北大に来たのは一番下の子どもが高校進学のタイミング。「あなたが子どもから「僕はお弁当を作ってもらえなかった」と言われる姿を見たくない」と夫は毎日高校生の息子にお弁当を作り続けたそうです。夫には感謝してもしきれないといいます。
あと5年、これから北大に来た意味を見つけていく
上に行かないと好きなことができない、と目指した教授という立場になり、実際に自由度は格段に上がったそうです。しかし、その分責任や研究室マネージメントの課題も増えました。「下にいる間は上に対して文句を言っていれば良かったが、上に立つとそうはいかない」。自分の研究のことだけでなく、研究室全体の研究力を保っていくのもリーダーの役目だと感じています。

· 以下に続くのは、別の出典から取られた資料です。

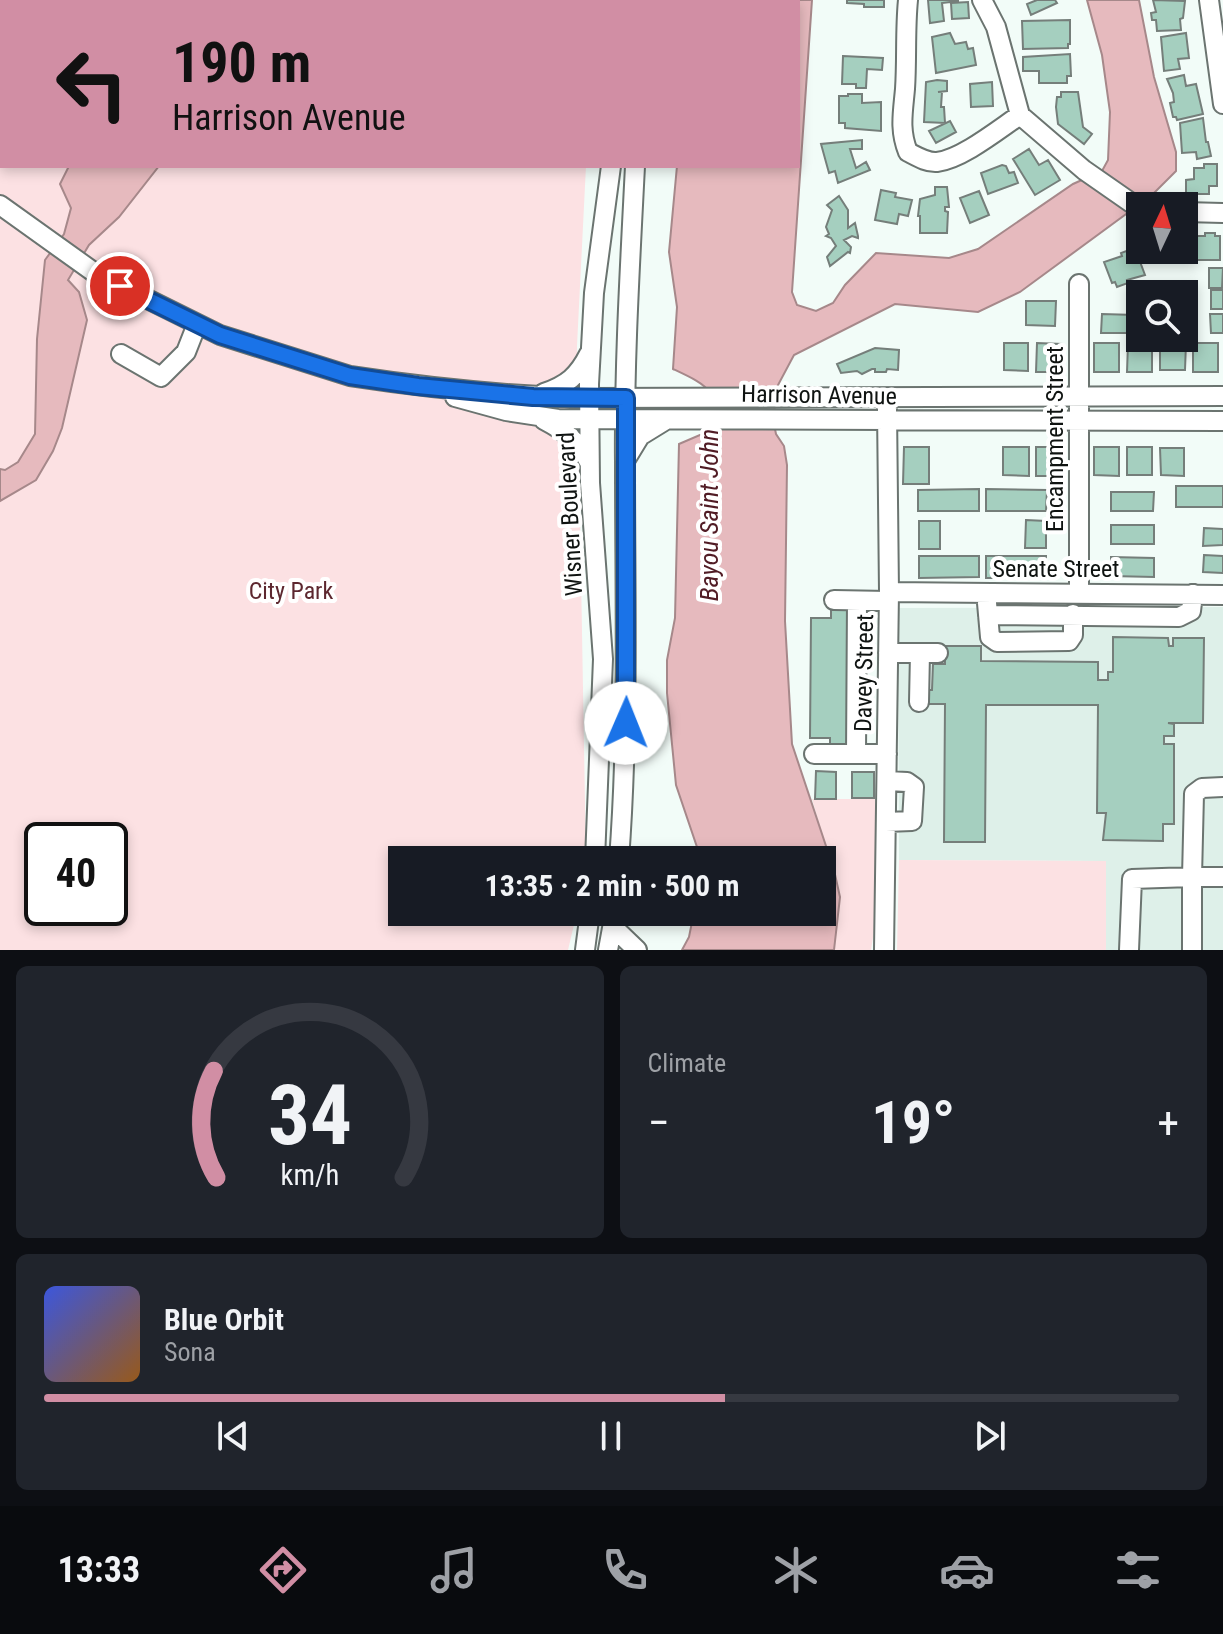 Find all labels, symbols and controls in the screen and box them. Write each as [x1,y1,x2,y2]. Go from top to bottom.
text: 190 m [172,30,311,96]
icon: left [40,32,144,136]
text: Harrison Avenue [172,97,406,139]
north arrow [1126,192,1198,264]
map controls [1126,192,1198,352]
pin [86,252,154,320]
icon: arrive [98,264,142,308]
button: search [1126,280,1198,352]
street label: Encampment Street [1041,346,1069,532]
street label: Harrison Avenue [741,380,897,410]
water label: Bayou Saint John [694,429,724,601]
street label: Wisner Boulevard [552,431,588,597]
street label: Senate Street [993,555,1119,583]
park label: City Park [249,577,333,605]
street label: Davey Street [849,614,879,732]
position arrow [584,681,668,765]
speed limit sign: 40 [24,822,128,926]
text: 13:35 · 2 min · 500 m [485,868,739,903]
text: Climate [648,1048,726,1078]
text: 34 [268,1067,352,1164]
text: 19° [871,1087,955,1158]
text: − [648,1097,670,1149]
text: + [1157,1097,1179,1149]
text: km/h [280,1158,339,1192]
text: Blue Orbit [164,1302,284,1337]
text: Sona [164,1337,216,1367]
icon: previous [211,1414,255,1458]
icon: pause [589,1414,633,1458]
icon: next [968,1414,1012,1458]
icon: directions [255,1542,311,1598]
icon: music [426,1542,482,1598]
icon: phone [597,1542,653,1598]
icon: climate [768,1542,824,1598]
icon: car [939,1542,995,1598]
icon: filters [1110,1542,1166,1598]
text: 13:33 [57,1549,140,1591] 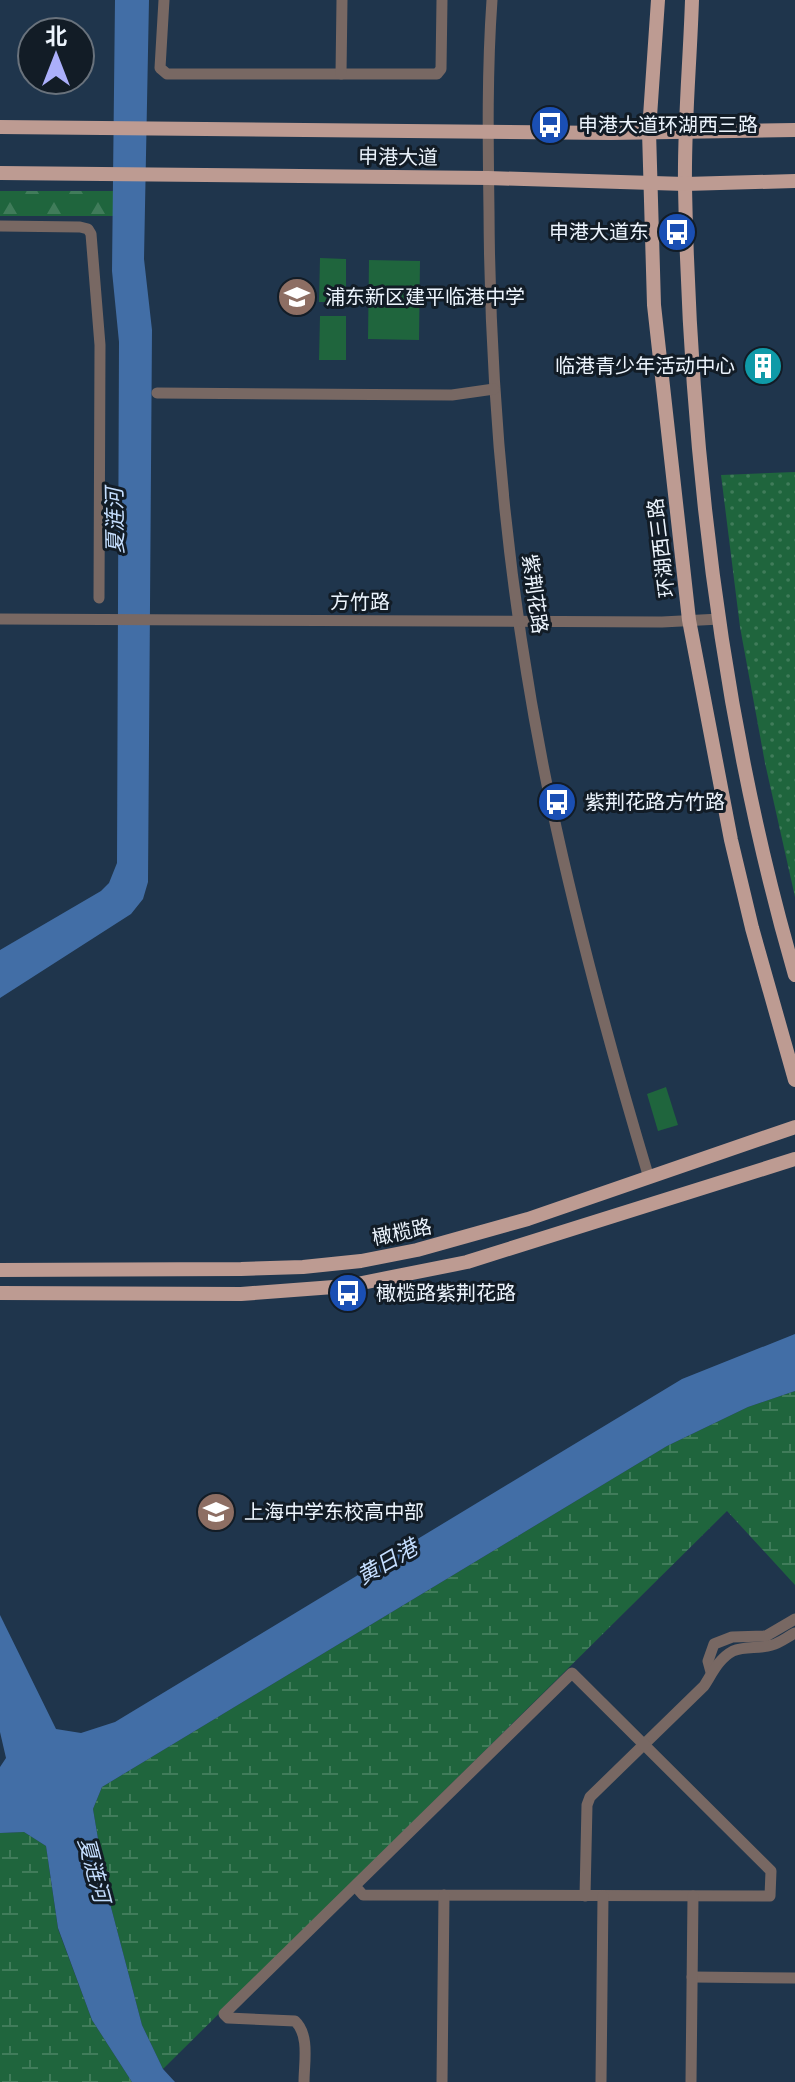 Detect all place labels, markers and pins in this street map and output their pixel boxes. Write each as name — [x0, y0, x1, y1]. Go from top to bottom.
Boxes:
bus stop icon: 申港大道环湖西三路 — [529, 104, 571, 146]
place label: 申港大道环湖西三路 — [578, 113, 758, 137]
bus stop icon: 申港大道东 — [656, 211, 698, 253]
place label: 申港大道东 — [549, 220, 649, 244]
school or university icon: 浦东新区建平临港中学 — [276, 276, 318, 318]
place label: 浦东新区建平临港中学 — [325, 285, 525, 309]
building icon: 临港青少年活动中心 — [742, 345, 784, 387]
place label: 临港青少年活动中心 — [555, 354, 735, 378]
bus stop icon: 紫荆花路方竹路 — [536, 781, 578, 823]
place label: 紫荆花路方竹路 — [585, 790, 725, 814]
bus stop icon: 橄榄路紫荆花路 — [327, 1272, 369, 1314]
place label: 橄榄路紫荆花路 — [376, 1281, 516, 1305]
school or university icon: 上海中学东校高中部 — [195, 1491, 237, 1533]
place label: 上海中学东校高中部 — [244, 1500, 424, 1524]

子育てがひと段落し、研究に自分の時間を使うことができる今だからこそ、もっと研究のクオリティをあげる必要があると考えています。現在行っている研究の一つであるJACC Studyは、1980年代から現在に至るまで、約11万人を対象に20年間にわたって生活習慣と疾患との因果関係を調べる息の長い調査です。研究が始まった時からこの調査に携わってきている玉腰さんは、今、これだけの広い視野の研究を自分で始めることができるだろうかと自問自答を繰り返しています。自分も未来につながる研究の種を見つけたいと模索中です。
これから定年までのあと5年、名古屋から快く送り出し支え続けてくれている夫と家族のためにも北大に来た意味をしっかりと残していきたいと考えている、と語ってくれました。